FMCA began in 1931-only 2 years after the Black Friday Stock Market crash-by 17 visionaries dubbed “art sophisticates” in a Detroit News article, and is now the museum’s oldest and largest auxiliary. The goal of the group was to promote “a better understanding and appreciation” of contemporary art and to donate a work of art annually with funds from membership dues and special events. The first such purchase was Marc Chagall’s Snow Covered Church, which cost eight hundred dollars at the time.

This initial purchase established a standard that has been matched with the purchase of such DIA collection favorites as Andy Warhol’s Double Self Portrait, Tony Smith’s Gracehoper, Max Ernst’s Moonmad, Claes Oldenburg’s Giant Three-Way Plug, and Yayoi Kusama’s Silver Shoes. Since 1931 over 300 works of art, including sculpture, glass, ceramics, paintings, furniture, and textiles have been added to one of the premiere collections in the country with the help of FMCA.

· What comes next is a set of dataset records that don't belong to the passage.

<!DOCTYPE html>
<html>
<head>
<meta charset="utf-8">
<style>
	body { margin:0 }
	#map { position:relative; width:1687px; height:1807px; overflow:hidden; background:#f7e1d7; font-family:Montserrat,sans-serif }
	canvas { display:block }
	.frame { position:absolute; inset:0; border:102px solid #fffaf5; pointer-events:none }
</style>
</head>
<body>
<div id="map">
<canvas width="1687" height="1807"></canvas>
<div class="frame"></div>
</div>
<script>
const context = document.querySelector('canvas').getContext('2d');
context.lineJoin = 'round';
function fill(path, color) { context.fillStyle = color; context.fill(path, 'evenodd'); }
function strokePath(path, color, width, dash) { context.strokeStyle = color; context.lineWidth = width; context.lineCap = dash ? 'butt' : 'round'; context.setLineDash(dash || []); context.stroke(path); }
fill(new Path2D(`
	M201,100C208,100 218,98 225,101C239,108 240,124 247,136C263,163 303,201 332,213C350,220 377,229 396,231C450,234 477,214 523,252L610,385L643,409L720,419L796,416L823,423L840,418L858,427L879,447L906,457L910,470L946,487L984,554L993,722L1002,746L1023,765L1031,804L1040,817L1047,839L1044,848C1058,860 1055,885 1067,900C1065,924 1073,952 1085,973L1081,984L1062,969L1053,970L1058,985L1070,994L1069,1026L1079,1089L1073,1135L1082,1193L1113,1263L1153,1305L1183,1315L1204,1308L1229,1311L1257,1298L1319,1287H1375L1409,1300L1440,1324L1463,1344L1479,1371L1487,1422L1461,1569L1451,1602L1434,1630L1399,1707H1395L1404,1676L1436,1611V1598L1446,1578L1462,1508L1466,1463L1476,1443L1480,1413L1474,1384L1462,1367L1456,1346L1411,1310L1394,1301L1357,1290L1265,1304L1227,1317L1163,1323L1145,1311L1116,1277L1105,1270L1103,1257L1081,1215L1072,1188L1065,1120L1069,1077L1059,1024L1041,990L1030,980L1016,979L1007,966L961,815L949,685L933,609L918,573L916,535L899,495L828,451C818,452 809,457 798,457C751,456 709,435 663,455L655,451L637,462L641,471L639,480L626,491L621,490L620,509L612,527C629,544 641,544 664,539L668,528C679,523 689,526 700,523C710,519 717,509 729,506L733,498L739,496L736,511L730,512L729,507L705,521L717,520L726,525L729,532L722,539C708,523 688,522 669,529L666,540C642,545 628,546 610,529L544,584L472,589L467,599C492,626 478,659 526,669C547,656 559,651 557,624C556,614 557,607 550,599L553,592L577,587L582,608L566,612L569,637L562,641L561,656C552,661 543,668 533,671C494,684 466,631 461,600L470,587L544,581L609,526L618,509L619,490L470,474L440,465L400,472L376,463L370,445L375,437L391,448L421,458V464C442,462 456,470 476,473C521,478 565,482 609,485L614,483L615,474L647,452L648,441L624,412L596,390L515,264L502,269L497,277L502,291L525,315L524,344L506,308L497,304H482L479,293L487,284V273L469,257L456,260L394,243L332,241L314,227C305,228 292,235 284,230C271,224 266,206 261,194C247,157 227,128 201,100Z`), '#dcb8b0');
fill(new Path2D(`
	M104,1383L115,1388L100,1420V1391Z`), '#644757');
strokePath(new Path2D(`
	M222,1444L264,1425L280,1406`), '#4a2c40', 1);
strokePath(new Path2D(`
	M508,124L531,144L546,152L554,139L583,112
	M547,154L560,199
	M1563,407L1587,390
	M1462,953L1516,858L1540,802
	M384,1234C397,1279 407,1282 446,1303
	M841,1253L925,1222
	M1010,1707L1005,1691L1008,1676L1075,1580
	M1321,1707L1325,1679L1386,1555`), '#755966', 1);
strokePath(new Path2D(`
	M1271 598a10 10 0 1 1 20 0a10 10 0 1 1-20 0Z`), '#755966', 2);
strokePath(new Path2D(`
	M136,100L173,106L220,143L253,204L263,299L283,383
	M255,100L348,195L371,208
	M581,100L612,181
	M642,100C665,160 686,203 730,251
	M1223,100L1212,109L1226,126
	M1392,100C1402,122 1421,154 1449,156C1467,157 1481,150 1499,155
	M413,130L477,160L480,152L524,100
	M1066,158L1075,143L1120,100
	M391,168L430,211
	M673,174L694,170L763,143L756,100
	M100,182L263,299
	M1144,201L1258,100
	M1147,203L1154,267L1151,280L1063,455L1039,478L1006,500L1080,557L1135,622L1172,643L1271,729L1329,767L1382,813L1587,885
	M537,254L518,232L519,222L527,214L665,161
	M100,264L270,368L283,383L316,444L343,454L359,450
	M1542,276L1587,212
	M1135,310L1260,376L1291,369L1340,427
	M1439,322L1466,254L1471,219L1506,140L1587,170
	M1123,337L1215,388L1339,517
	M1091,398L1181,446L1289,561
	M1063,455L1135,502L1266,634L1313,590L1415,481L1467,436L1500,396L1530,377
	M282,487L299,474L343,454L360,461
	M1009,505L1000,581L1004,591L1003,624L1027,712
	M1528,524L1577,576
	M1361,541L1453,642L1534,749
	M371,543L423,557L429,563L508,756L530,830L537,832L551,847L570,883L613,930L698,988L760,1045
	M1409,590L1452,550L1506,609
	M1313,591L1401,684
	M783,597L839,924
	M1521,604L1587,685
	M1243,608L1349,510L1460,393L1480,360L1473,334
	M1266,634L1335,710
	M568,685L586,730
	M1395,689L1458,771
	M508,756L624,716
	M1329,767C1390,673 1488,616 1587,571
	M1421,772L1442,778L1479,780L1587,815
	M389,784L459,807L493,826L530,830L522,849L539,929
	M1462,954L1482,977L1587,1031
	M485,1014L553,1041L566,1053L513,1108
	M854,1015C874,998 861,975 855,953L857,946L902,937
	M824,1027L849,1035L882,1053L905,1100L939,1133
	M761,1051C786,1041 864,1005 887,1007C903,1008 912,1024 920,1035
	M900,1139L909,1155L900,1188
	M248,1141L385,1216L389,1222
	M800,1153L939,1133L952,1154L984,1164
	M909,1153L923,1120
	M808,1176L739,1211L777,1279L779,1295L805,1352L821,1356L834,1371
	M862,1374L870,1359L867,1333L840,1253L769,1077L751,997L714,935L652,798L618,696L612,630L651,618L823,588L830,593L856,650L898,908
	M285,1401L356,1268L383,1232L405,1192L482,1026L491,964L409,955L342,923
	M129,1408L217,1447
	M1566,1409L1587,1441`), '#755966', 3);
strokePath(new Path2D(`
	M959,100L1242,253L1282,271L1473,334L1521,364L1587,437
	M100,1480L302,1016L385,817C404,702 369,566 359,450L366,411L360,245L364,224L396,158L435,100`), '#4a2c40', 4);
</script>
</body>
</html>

Double Self Portrait (68.292.1.jpg)
 Double Self Portrait 1967
(Andy Warhol)
Copyright 2005 Andy Warhol Foundation
for the Visual Arts/Artists Rights
Society (ARS), New York

In addition, the FMCA continues to assist the museum in acquiring works in new mediums such as the recent purchase of Joseph Wesner’s video installation Voyageurs, Shahzia Sikander’s digital painting Dissonance to Detour, Ghada Amer’s Black Absence and Yinka Shonibare’s Sarah Hewitt. The newly-reopened contemporary galleries welcomed over 60,000 people on opening weekend in November 2007, and feature such major contemporary pieces in the DIA collection such as Willem de Kooning’s 1959 Merritt Parkway, Alberto Giacometti’s 1960 monumental Grande femme debout II (Standing Woman II), Louise Bourgeouis’ 1949 The Blind Leading the Blind, Eva Hesse’s 1967 Accession II, Robert Morris’ 1970 Untitled industrial felt sculpture, Mark di Suvero’s elegant 1959 Tom, and Robert Irwin’s Untitled light sculpture from 1968-9.